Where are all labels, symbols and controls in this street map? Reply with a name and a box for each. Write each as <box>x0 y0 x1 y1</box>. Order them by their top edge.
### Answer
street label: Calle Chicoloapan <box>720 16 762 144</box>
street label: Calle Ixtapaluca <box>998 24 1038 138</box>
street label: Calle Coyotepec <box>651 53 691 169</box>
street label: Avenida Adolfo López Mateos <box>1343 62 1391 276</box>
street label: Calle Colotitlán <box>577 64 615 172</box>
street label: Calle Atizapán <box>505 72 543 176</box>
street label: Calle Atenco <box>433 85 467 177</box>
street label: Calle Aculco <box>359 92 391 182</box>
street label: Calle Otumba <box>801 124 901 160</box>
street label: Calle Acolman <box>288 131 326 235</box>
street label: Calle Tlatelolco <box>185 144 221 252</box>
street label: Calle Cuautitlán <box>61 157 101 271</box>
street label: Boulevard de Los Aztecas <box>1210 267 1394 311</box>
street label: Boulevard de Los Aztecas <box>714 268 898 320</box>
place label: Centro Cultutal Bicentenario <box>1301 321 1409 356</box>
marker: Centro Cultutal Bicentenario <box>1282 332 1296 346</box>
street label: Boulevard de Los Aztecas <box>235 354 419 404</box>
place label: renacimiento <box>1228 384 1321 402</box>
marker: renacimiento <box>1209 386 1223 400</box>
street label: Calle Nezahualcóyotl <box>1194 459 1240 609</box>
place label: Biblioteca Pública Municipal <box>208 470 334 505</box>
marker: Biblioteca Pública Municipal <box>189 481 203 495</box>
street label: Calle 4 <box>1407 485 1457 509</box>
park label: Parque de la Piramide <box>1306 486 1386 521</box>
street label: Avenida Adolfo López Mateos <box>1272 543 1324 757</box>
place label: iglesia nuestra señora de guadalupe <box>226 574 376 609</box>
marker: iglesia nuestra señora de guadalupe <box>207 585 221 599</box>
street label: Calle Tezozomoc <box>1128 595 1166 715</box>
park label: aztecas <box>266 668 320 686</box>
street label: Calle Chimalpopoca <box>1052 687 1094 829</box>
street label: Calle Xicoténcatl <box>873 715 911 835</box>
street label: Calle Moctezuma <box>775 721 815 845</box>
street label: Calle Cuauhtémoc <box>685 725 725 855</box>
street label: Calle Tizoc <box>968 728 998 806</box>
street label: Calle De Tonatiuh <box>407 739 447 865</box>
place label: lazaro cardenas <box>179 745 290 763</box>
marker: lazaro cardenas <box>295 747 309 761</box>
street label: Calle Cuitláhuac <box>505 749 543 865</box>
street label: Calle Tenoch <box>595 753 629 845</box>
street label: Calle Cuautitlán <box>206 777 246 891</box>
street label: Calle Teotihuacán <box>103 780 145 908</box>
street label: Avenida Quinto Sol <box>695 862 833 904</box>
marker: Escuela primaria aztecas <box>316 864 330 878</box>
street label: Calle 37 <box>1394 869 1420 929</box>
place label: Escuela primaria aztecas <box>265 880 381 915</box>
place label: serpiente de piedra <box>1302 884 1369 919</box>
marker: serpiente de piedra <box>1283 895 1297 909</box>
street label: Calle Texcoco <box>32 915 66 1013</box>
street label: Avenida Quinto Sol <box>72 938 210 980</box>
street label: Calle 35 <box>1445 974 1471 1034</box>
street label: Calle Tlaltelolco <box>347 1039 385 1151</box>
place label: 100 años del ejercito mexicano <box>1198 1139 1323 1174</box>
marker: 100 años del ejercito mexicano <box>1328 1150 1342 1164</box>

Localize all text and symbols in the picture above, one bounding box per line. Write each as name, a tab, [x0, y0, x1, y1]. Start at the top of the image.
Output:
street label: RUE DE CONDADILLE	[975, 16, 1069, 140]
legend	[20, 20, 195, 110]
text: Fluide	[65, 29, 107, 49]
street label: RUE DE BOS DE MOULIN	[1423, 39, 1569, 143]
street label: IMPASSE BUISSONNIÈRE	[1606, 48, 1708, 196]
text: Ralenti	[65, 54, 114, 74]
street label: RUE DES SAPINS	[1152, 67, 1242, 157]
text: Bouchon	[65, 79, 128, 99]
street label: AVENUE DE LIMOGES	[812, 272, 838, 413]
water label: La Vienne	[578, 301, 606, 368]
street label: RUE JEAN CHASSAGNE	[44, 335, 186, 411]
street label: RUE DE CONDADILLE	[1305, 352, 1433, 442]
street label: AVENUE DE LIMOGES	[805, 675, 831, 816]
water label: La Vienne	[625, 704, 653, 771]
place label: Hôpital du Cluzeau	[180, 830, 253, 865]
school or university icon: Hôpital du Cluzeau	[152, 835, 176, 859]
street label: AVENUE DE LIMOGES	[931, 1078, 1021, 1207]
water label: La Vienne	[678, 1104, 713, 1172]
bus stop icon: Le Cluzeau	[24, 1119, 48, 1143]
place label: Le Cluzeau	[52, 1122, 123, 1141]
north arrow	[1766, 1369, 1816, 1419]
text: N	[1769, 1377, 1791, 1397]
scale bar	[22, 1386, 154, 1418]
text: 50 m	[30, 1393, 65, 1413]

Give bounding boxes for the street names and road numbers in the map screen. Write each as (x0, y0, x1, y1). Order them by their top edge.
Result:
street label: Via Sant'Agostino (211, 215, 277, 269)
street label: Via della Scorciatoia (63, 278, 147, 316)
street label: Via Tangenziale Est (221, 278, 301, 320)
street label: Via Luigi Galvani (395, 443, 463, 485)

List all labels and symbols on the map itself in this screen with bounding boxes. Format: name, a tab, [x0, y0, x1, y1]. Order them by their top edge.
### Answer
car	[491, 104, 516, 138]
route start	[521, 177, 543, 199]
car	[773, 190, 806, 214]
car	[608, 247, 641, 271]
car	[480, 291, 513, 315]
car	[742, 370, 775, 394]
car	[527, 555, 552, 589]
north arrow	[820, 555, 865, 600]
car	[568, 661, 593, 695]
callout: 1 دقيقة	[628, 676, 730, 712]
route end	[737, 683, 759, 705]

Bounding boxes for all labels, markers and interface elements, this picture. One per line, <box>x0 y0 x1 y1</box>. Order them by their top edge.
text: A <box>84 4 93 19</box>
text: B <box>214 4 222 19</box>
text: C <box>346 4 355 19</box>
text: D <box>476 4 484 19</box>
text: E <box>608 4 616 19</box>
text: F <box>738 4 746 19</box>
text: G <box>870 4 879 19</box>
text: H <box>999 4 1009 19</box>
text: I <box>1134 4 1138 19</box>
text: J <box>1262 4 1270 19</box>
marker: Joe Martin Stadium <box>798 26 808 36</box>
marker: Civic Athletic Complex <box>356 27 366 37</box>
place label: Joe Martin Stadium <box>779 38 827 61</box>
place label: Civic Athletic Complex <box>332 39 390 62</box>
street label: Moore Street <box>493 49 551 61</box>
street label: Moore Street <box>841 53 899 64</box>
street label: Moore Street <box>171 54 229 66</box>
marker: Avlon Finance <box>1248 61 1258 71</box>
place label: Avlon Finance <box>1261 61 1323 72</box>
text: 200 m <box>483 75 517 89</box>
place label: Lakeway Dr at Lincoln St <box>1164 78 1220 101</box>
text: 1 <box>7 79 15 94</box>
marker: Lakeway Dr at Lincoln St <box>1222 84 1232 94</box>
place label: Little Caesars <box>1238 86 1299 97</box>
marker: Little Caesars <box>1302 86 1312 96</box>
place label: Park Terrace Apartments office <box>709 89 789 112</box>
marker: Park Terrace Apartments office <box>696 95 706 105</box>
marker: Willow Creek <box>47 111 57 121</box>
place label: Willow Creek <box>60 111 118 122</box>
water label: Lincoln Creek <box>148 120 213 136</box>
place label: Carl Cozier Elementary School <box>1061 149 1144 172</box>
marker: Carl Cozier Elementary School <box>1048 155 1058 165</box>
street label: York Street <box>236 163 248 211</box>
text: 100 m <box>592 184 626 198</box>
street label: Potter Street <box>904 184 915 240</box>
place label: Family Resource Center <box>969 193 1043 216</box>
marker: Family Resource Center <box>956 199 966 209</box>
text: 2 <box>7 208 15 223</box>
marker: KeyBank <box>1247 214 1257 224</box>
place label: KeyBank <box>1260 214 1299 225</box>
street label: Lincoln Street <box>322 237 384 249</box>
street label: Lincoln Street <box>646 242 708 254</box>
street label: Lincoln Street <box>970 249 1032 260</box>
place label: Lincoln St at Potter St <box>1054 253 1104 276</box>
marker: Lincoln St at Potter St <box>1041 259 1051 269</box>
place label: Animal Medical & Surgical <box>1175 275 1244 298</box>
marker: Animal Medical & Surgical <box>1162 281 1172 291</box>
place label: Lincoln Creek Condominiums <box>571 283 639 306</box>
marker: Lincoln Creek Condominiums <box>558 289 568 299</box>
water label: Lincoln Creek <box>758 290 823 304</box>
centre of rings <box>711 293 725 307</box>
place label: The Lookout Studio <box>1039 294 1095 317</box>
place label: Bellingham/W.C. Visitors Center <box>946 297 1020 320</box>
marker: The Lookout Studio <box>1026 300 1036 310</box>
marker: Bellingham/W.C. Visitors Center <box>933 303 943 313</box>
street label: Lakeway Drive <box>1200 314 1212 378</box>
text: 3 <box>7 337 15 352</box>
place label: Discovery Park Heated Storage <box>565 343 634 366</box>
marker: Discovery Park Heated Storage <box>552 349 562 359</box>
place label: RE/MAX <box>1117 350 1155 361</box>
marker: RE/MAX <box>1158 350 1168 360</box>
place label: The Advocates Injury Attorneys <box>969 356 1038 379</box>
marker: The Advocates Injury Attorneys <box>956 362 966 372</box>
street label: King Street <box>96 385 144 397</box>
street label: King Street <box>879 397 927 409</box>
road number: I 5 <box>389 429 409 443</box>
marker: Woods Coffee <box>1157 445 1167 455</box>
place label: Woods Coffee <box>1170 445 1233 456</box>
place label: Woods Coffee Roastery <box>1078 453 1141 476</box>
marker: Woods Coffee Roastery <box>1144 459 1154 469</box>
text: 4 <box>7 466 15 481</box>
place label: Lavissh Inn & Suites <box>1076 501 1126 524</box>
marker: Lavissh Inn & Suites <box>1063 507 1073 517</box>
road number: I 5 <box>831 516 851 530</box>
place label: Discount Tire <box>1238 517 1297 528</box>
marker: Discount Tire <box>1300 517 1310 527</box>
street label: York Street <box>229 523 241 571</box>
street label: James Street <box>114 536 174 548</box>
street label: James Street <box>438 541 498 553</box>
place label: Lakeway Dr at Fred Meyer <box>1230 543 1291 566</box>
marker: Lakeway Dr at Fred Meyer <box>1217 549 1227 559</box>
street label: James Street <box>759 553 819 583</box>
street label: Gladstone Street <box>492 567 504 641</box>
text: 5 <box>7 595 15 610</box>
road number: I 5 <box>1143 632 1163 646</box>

===============

Across the data, find each line that has "Visitors" in it and copy that line.

place label: Bellingham/W.C. Visitors Center <box>946 297 1020 320</box>
marker: Bellingham/W.C. Visitors Center <box>933 303 943 313</box>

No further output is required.